Traitement de la course

Mauri est désormais le quatrième marathonien américain le plus rapide de tous les temps sur un parcours éligible au record, figurant sur la liste de tous les temps parmi les détenteurs de records américains et les olympiens.

Voici un aperçu des cinq artistes les plus performants de l’histoire des États-Unis :

  1. Conner Mantz, 2:04:43, Marathon de Chicago, 2025
  2. Khalid Khannouchi, 2:05:38, Marathon de Londres, 2002
  3. Zouhair Talbi, 2:05:45, Marathon de Houston, 2026
  4. Vincent Mauri, 2:05:54, Marathon de Glass City, 2026
  5. Galen Rupp, 2:06:07, Marathon de Prague, 2018

Le temps de Mauri est également le premier marathon le plus rapide d’un Américain. Il a terminé deux minutes plus vite que le record précédent, Leonard Korir’s 2:07:56 du marathon d’Amsterdam 2019. Le parcours de Glass City est relativement plat, bien qu’il comporte de nombreux virages, et il est certifié USATF et éligible au record.

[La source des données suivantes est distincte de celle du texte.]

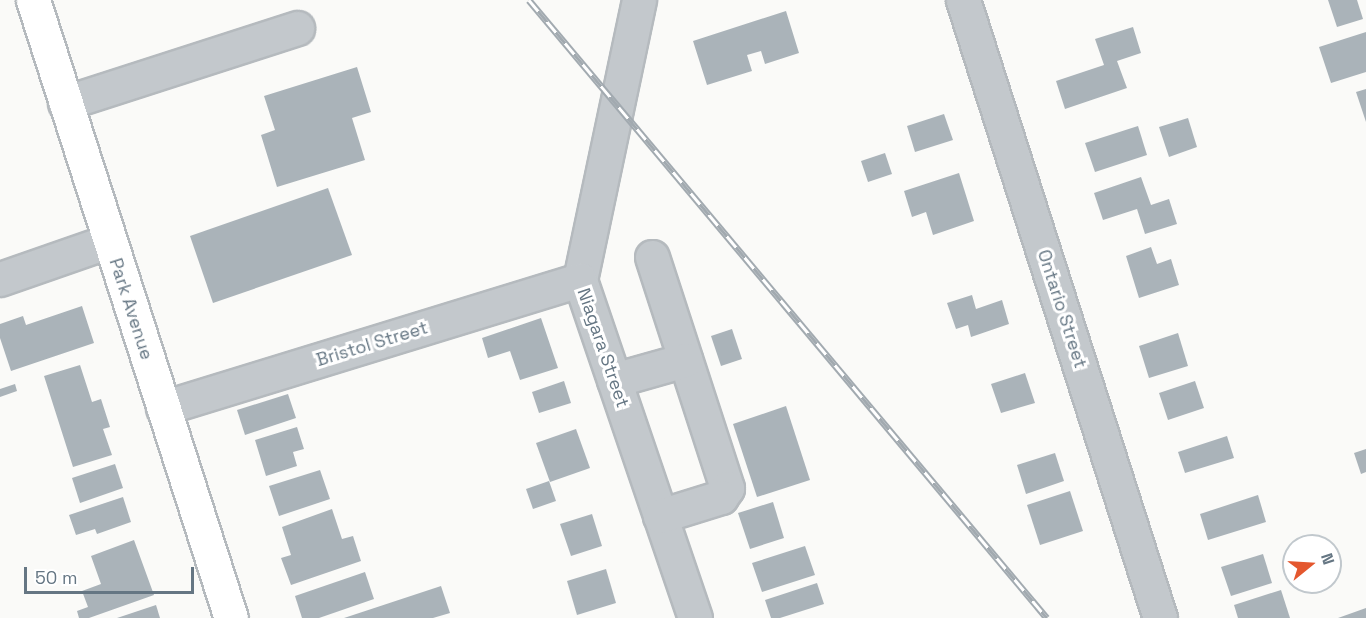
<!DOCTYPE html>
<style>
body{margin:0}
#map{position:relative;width:1366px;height:618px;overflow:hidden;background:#fafaf8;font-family:"Space Grotesk",sans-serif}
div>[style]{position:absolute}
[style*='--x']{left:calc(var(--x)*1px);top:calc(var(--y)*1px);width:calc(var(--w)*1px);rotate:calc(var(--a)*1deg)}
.building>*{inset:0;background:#aab3b9}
.roads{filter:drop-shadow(2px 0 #b5babe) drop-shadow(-2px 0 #b5babe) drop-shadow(0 2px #b5babe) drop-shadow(0 -2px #b5babe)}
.minor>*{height:33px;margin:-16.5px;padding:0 16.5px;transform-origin:16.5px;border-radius:16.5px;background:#c3c8cc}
.major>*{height:33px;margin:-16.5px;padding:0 16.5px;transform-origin:16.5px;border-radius:16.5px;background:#fff}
.rail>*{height:7px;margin-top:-3.5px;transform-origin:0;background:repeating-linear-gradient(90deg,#fff 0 14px,#a2aab0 0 28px);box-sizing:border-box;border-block:2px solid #a2aab0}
span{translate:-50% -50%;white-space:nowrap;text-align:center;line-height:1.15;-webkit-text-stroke:6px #fff;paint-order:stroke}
.street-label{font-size:18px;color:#657683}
.north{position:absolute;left:1282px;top:534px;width:60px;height:60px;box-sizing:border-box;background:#fff;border:2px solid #c1c8cd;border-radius:50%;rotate:72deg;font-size:16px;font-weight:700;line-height:24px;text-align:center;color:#657683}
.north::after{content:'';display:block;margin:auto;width:21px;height:27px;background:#e4572e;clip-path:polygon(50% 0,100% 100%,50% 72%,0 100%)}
.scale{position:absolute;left:24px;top:567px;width:170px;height:27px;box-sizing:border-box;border:3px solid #657683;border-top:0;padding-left:8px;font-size:18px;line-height:21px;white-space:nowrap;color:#657683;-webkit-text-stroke:4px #fff;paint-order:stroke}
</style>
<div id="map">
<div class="building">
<i style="clip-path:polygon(1328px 0,1357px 0,1363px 19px,1337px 27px)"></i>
<i style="clip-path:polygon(786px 11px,799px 53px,765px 64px,761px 51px,747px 55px,752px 71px,707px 85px,693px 41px)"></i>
<i style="clip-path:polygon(1133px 27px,1141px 53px,1117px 61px,1127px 88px,1065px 109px,1056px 81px,1104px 65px,1095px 39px)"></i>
<i style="clip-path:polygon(1366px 32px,1366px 72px,1331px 83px,1319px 47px)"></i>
<i style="clip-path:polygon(357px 67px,371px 112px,352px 118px,365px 160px,277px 187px,261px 135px,275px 130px,264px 96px)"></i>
<i style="clip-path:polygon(1366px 89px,1366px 122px,1356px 92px)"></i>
<i style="clip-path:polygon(944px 114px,953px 140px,915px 152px,907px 126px)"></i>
<i style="clip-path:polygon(1188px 118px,1197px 147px,1169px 157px,1159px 127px)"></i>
<i style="clip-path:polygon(1138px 126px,1147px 155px,1095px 172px,1085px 143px)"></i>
<i style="clip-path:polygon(885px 153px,892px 174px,868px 182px,861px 161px)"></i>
<i style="clip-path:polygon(959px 173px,974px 221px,933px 235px,926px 212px,912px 217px,904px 191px)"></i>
<i style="clip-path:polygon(1141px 177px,1151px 205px,1169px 199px,1177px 224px,1145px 234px,1137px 209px,1103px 220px,1094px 193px)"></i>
<i style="clip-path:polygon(328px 188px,352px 255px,213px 303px,190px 236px)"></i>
<i style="clip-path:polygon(1151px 247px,1157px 264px,1171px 259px,1179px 285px,1139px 298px,1126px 256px)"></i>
<i style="clip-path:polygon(972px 295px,976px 309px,1002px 300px,1009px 324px,971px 337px,968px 325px,956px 329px,947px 303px)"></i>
<i style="clip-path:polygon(82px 306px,94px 343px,11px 371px,0 338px,0 324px,23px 316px,26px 325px)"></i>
<i style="clip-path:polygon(541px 318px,558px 368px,520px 380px,510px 351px,488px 358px,482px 338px)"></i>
<i style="clip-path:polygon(732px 329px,742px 359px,721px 366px,711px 336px)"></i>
<i style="clip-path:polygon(1178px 333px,1188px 366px,1149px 378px,1139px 346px)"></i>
<i style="clip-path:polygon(80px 365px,92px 402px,101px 399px,110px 427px,103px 429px,112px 455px,73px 467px,44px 376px)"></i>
<i style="clip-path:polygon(1025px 373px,1035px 403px,1001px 413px,991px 384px)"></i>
<i style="clip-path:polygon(564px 381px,571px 403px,539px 413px,532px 392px)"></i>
<i style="clip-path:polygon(1195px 381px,1204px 408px,1168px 420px,1159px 393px)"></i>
<i style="clip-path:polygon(15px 384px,17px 391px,0 397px,0 389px)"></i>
<i style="clip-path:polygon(288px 394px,296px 418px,245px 435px,237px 410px)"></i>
<i style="clip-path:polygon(786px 406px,810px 480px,757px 497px,733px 424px)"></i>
<i style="clip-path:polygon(297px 427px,304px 449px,293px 452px,297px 466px,266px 476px,255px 440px)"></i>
<i style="clip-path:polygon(576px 429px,590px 468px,550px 482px,536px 443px)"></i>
<i style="clip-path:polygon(1227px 436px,1234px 458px,1185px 473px,1178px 452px)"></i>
<i style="clip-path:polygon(1366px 449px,1366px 472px,1361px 474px,1354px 453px)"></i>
<i style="clip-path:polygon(1055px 453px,1064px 481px,1026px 494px,1017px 465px)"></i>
<i style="clip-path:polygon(115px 464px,123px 488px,80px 503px,72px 478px)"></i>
<i style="clip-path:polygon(320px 470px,330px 499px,279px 516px,269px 486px)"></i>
<i style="clip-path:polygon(549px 481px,556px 501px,533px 509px,526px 489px)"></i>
<i style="clip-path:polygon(1070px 491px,1083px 531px,1040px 545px,1027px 505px)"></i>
<i style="clip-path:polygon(1258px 495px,1266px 522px,1208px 540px,1200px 514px)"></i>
<i style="clip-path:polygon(123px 497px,131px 522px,97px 534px,95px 529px,76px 535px,69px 515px)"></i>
<i style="clip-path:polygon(773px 502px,784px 538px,750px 549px,738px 513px)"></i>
<i style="clip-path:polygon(332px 509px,342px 539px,353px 536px,361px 561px,291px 585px,281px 558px,291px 555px,282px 527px)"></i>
<i style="clip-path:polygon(592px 514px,602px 546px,571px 556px,560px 524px)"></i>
<i style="clip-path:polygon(134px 540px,154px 595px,89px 618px,79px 618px,77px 611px,88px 607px,82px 591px,101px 584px,91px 556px)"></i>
<i style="clip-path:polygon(805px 546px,815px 575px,762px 592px,752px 563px)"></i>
<i style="clip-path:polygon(1263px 554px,1272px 583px,1231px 596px,1221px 567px)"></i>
<i style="clip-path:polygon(606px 569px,616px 603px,577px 615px,567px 581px)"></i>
<i style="clip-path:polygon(365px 572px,374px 599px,319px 618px,302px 618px,295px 596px)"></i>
<i style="clip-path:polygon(817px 583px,824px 604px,780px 618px,771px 618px,765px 600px)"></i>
<i style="clip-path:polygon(441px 586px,450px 613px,433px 618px,344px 618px)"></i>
<i style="clip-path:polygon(1281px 590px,1290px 618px,1238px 618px,1234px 605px)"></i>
<i style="clip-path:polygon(156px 605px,160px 618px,117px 618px)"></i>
<i style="clip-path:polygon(1366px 608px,1366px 618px,1338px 618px)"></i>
</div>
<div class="roads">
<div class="minor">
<i style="--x:639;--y:0;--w:286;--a:101.9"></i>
<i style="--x:580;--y:280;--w:357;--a:71.2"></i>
<i style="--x:963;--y:0;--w:649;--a:72.32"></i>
<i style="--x:65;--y:103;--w:244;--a:-17.9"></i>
<i style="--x:652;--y:257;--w:243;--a:72"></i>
<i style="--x:727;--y:488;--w:11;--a:124"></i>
<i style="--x:721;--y:497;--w:64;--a:162.7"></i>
<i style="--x:0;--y:279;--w:115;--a:-19.2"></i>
<i style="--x:614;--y:380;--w:74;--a:-15.7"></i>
<i style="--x:163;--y:408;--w:436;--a:-17.1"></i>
</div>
<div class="major">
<i style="--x:33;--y:0;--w:649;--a:72.24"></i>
</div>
</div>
<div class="rail">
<i style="--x:529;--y:0;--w:806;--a:50.03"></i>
</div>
<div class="street-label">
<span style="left:131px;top:309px;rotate:72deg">Park Avenue</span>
<span style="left:1062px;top:309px;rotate:72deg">Ontario Street</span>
<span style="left:372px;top:344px;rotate:-17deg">Bristol Street</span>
<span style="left:603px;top:348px;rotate:71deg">Niagara Street</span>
</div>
<div class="north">N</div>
<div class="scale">50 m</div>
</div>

Mauri sait que sa performance l’a placé dans une stratosphère différente, et il réfléchit encore à ce que cela signifie pour son développement. Il s’efforce toujours de répondre au barrage de messages texte qu’il a reçus de ses proches la veille. Ses jambes sont extrêmement douloureuses.

Mais en dehors de cette période bouleversante, Mauri a le sentiment d’avoir atteint son objectif initial lorsqu’il a décidé de se remettre à la course à pied : trouver de nouvelles façons d’aimer le sport dans lequel il s’est consacré au fil des années.

« Au minimum, je savais que j’allais repartir heureux de l’expérience de courir mon premier marathon et d’apprendre en courant la distance », a-t-il déclaré.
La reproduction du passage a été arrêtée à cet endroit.